Exercise description. In the records below, begin at the line containing "Convert the map" and end at the line containing "Extract the structured data from this picture"; quote every line in that span exactly, including both boundary lines, and no others.

(Saved data entries)
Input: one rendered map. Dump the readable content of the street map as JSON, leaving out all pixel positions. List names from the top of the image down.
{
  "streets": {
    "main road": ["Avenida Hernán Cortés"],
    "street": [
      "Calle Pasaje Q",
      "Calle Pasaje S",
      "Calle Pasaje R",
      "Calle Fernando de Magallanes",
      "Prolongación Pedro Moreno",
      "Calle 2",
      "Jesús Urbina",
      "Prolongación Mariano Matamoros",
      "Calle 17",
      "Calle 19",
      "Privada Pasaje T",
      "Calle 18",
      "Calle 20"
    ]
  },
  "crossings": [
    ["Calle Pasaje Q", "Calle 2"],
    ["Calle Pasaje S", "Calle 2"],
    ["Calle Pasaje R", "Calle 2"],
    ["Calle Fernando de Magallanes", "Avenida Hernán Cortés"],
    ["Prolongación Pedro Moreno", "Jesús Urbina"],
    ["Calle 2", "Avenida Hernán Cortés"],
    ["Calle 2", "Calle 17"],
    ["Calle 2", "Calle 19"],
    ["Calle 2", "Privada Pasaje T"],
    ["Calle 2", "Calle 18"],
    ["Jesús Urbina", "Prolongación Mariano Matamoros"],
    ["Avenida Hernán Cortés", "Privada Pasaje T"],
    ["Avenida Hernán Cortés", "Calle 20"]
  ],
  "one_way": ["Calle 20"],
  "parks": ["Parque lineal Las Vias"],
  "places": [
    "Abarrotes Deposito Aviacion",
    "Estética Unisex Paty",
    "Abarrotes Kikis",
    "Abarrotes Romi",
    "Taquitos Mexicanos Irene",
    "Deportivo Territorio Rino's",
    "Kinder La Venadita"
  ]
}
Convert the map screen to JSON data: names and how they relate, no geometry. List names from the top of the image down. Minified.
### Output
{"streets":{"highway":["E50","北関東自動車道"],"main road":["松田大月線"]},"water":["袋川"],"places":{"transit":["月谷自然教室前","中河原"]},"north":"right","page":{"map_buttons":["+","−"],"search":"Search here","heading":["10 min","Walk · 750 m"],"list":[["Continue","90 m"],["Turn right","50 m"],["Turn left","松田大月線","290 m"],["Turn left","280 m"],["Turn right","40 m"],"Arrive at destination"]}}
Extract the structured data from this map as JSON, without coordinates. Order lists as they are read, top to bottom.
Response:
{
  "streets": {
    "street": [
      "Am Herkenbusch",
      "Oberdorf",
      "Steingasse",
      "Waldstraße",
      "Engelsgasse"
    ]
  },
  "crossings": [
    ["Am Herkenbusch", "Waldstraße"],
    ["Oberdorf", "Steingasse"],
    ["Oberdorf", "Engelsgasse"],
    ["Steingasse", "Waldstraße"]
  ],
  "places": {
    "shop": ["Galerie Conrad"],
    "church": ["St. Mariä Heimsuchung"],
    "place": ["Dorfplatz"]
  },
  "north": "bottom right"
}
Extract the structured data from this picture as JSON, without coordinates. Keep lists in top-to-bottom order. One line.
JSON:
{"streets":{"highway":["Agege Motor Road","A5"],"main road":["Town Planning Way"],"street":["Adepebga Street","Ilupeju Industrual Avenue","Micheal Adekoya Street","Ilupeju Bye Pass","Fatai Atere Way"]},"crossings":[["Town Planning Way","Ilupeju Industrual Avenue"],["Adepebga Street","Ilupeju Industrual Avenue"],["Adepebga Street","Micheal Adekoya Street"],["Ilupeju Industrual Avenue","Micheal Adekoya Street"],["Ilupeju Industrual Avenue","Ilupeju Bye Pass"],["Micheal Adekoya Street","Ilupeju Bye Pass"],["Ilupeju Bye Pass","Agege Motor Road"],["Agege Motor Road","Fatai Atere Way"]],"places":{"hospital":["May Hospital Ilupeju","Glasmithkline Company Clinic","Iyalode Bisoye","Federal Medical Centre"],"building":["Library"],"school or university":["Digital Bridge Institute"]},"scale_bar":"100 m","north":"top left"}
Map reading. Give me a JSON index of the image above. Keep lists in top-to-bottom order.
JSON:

Output for this task.
Convert the map screen to JSON data: names and how they relate, no geometry. List names from the top of the image down. Minified.
### Output
{"streets":{"highway":["E50","北関東自動車道"],"main road":["松田大月線"]},"water":["袋川"],"places":{"transit":["月谷自然教室前","中河原"]},"north":"right","page":{"map_buttons":["+","−"],"search":"Search here","heading":["10 min","Walk · 750 m"],"list":[["Continue","90 m"],["Turn right","50 m"],["Turn left","松田大月線","290 m"],["Turn left","280 m"],["Turn right","40 m"],"Arrive at destination"]}}
Extract the structured data from this map as JSON, without coordinates. Order lists as they are read, top to bottom.
Response:
{
  "streets": {
    "street": [
      "Am Herkenbusch",
      "Oberdorf",
      "Steingasse",
      "Waldstraße",
      "Engelsgasse"
    ]
  },
  "crossings": [
    ["Am Herkenbusch", "Waldstraße"],
    ["Oberdorf", "Steingasse"],
    ["Oberdorf", "Engelsgasse"],
    ["Steingasse", "Waldstraße"]
  ],
  "places": {
    "shop": ["Galerie Conrad"],
    "church": ["St. Mariä Heimsuchung"],
    "place": ["Dorfplatz"]
  },
  "north": "bottom right"
}
Extract the structured data from this picture as JSON, without coordinates. Keep lists in top-to-bottom order. One line.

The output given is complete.